* [WHAT THE EXERCISE ASKS] In every line of the records, look for "Żabka", then report how many lines have it and nothing else.
(SUPPLIED DATA Opens)
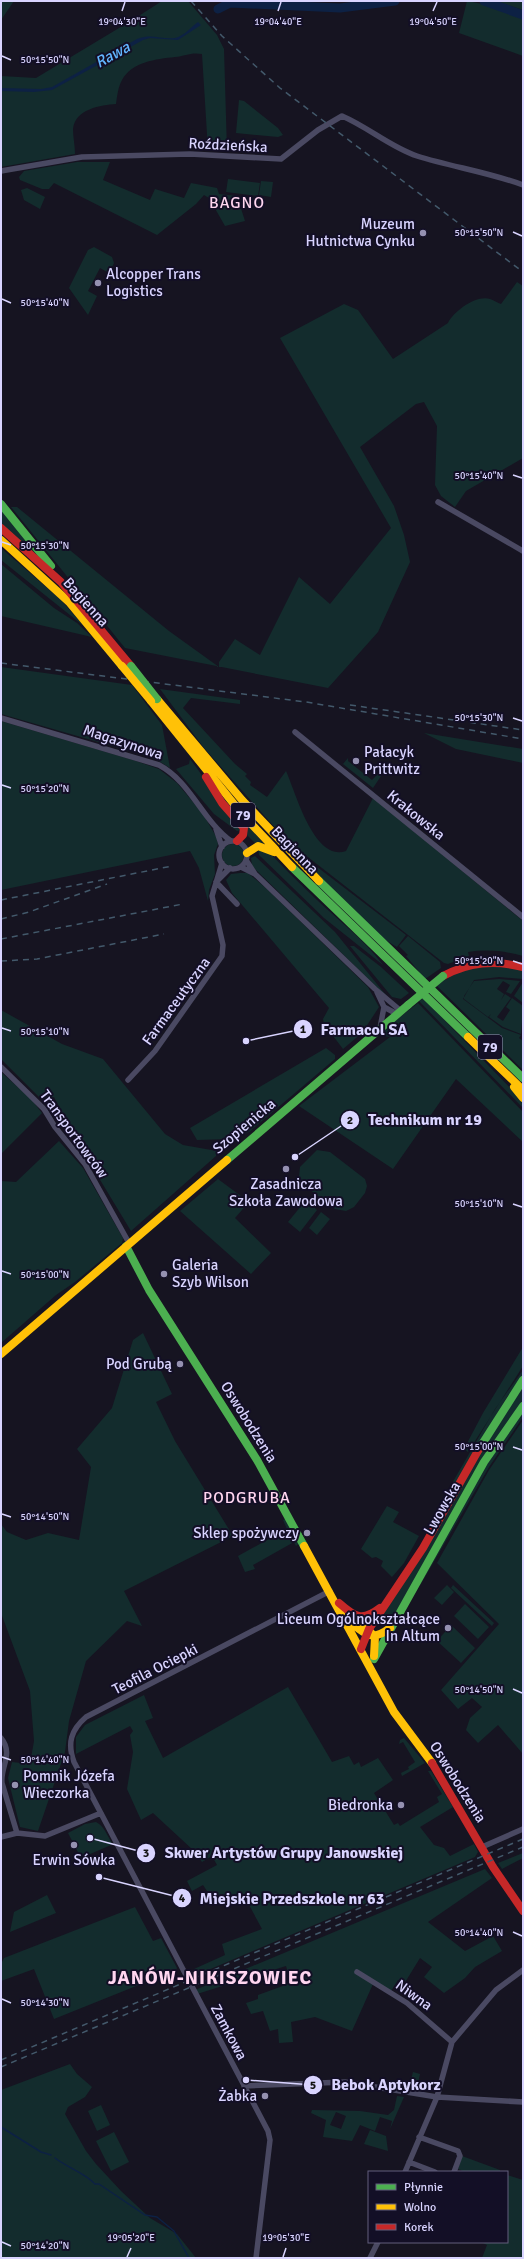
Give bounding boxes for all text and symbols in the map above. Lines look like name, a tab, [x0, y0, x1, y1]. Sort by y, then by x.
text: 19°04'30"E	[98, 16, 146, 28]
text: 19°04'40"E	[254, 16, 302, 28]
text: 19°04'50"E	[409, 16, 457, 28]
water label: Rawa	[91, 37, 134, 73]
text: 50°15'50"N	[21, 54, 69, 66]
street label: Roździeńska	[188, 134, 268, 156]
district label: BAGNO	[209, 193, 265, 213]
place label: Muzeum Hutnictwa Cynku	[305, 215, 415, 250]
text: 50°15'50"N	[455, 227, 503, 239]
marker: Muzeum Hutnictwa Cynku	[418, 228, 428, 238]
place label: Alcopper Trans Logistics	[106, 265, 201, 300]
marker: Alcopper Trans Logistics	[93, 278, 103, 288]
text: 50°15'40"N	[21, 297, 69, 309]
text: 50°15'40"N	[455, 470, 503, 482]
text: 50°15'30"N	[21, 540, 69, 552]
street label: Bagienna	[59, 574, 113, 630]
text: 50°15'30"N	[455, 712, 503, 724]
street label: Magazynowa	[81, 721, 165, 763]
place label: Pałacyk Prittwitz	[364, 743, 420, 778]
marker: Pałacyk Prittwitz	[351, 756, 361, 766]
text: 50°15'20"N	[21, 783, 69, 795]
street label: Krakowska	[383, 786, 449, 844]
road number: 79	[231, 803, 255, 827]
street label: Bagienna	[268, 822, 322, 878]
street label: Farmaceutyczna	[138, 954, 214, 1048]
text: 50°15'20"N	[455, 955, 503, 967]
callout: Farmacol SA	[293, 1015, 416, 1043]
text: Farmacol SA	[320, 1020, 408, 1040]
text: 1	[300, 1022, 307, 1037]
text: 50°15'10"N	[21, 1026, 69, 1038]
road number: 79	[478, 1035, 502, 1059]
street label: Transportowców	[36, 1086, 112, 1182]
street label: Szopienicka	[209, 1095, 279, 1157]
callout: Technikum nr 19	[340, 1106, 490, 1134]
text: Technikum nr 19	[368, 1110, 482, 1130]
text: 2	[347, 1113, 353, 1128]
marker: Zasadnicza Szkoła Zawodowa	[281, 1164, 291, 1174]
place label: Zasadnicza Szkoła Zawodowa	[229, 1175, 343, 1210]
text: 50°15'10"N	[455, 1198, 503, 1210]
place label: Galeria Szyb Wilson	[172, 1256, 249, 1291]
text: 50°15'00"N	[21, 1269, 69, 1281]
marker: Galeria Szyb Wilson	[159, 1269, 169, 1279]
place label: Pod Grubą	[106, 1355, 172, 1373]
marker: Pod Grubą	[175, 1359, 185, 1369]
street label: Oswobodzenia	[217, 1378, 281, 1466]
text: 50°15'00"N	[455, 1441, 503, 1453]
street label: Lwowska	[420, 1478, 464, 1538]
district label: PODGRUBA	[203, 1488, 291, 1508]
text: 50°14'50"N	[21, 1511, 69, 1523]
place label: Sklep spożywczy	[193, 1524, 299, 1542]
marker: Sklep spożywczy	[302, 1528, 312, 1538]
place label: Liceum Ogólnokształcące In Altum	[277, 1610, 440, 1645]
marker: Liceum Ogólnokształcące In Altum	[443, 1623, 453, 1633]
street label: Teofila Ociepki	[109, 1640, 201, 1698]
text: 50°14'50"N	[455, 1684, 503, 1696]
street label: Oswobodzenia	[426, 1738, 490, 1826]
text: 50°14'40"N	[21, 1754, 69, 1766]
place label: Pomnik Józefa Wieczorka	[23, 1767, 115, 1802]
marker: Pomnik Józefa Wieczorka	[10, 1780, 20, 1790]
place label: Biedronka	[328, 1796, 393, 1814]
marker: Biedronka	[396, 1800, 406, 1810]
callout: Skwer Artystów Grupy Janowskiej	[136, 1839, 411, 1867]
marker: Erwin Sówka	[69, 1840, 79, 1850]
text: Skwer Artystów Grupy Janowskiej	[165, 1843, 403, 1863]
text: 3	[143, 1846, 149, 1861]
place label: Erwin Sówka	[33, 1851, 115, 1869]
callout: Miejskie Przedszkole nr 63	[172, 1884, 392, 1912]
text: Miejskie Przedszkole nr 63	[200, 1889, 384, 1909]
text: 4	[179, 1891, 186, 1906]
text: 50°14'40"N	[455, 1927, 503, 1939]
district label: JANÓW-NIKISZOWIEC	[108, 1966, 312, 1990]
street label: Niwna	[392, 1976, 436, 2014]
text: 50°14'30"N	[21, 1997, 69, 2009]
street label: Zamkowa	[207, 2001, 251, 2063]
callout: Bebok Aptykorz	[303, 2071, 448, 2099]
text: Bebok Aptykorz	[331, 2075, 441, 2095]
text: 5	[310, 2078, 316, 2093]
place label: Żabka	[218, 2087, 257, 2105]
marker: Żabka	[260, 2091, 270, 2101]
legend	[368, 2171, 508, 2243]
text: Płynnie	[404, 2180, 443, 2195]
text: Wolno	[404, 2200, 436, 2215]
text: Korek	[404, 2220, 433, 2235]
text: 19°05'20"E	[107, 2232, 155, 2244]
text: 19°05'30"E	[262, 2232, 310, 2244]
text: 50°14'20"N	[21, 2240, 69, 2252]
(SUPPLIED DATA Closes)
* [RESULT OF THE EXERCISE] 2